Antrag des Bundesrates

Der Bundesrat beantragt die Ablehnung der Motion.

Stellungnahme des Bundesrates

Der Bundesrat hat sich im Bericht vom 2. März 2012 zum Postulat Malama (10.3045 "Innere Sicherheit. Klärung der Kompetenzen") mit den Aufgaben und Rollen der verschiedenen Einheiten im Bereich der inneren Sicherheit eingehend befasst. Er hat sich in diesem Bericht ausdrücklich dazu bekannt, dass der Eidgenössischen Zollverwaltung (EZV) zur Gewährung der Sicherheit im Zoll- und Grenzbereich eine Verantwortung zukommt - dies entweder im Rahmen des Vollzugs von originären nichtzollrechtlichen bzw. nichtabgabenrechtlichen Erlassen oder im Rahmen von durch die Kantone delegierten Aufgaben. Die Aufgabenwahrnehmung erfolgt in enger Koordination zwischen den Sicherheitsorganisationen des Bundes bzw. der Kantone und entspricht so einer optimalen Nutzung der Synergien aller vorhandenen Ressourcen.

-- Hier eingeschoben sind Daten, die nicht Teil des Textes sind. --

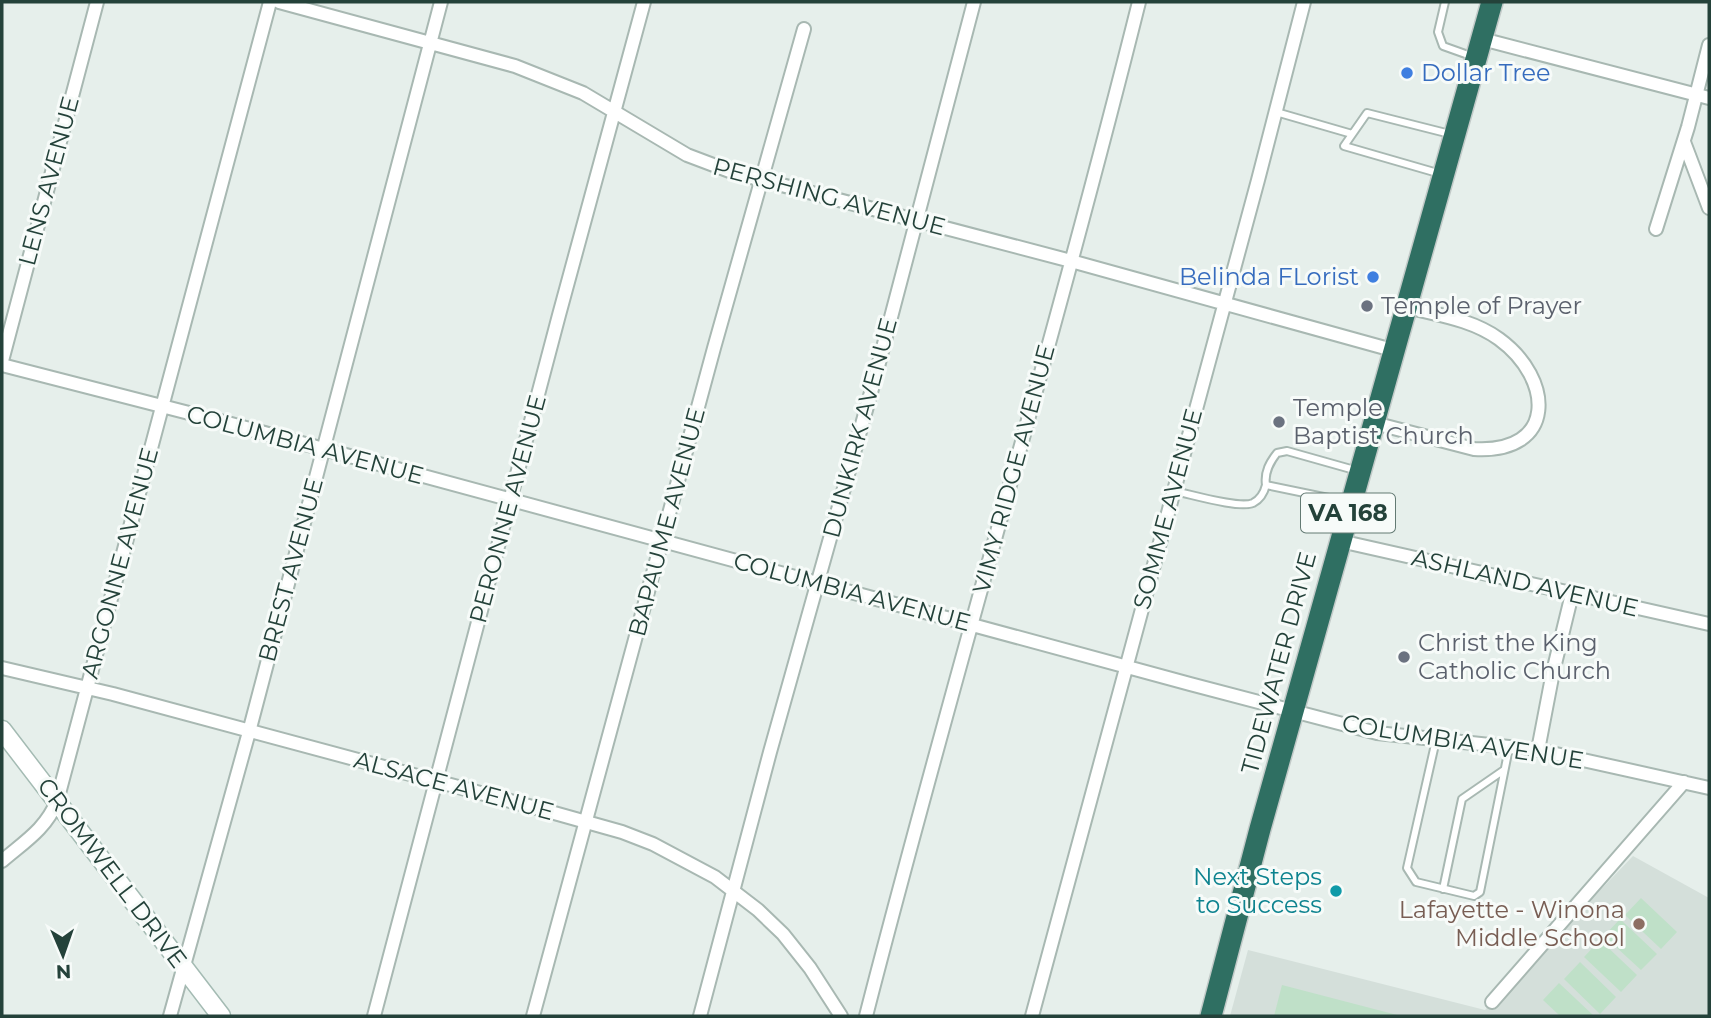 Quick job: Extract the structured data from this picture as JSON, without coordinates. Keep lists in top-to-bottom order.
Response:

Im Rahmen der von Bund und Kantonen gemeinsam erarbeiteten "Strategie der Integrierten Grenzverwaltung 2027" haben sich Bund und Kantone zu einer weiteren Intensivierung dieser Zusammenarbeit bekannt.

Das Programm DaziT und die damit einhergehende organisatorische Weiterentwicklung der EZV dienen dazu, den unveränderten Auftrag der EZV zugunsten der Wirtschaft, der Bevölkerung und des Staates noch effizienter und effektiver wahrzunehmen; sie liegen im Einklang mit der im Bericht Malama dargelegten Aufgabenverteilung.

Im Rahmen des Programms DaziT nimmt die EZV eine umfassende Vereinfachung und Digitalisierung aller administrativen Prozesse vor. Dies soll in erster Linie die Verfahren an der Grenze beschleunigen und kostengünstiger gestalten, aber auch die Mitarbeitenden der EZV administrativ entlasten. Die so frei gewordenen Ressourcen sollen nur teilweise abgebaut werden und damit erlauben, der seitens des Parlaments seit Jahren geforderten Erhöhung der Kontrolltätigkeit nachzukommen.

Damit die gesamten operativen Ressourcen der EZV effizient und möglichst flexibel eingesetzt werden können, werden alle operativen Mitarbeitenden der EZV in einer Organisationseinheit zusammengefasst und befähigt, im Rahmen einer Kontrolle sowohl Waren wie auch Personen und Transportmittel zu kontrollieren.

Die Alternative, einen grossen Teil der Mitarbeitenden des Zolls auf Grund der Vereinfachung und Digitalisierung abzubauen und gleichzeitig das Grenzwachtkorps personell aufzustocken, erachtet der Bundesrat als nicht effektiv, nicht sinnvoll und nicht verantwortungsbewusst einem sehr loyalen und kompetenten Personalkörper gegenüber.

Der Bundesrat beantragt die Ablehnung der Motion.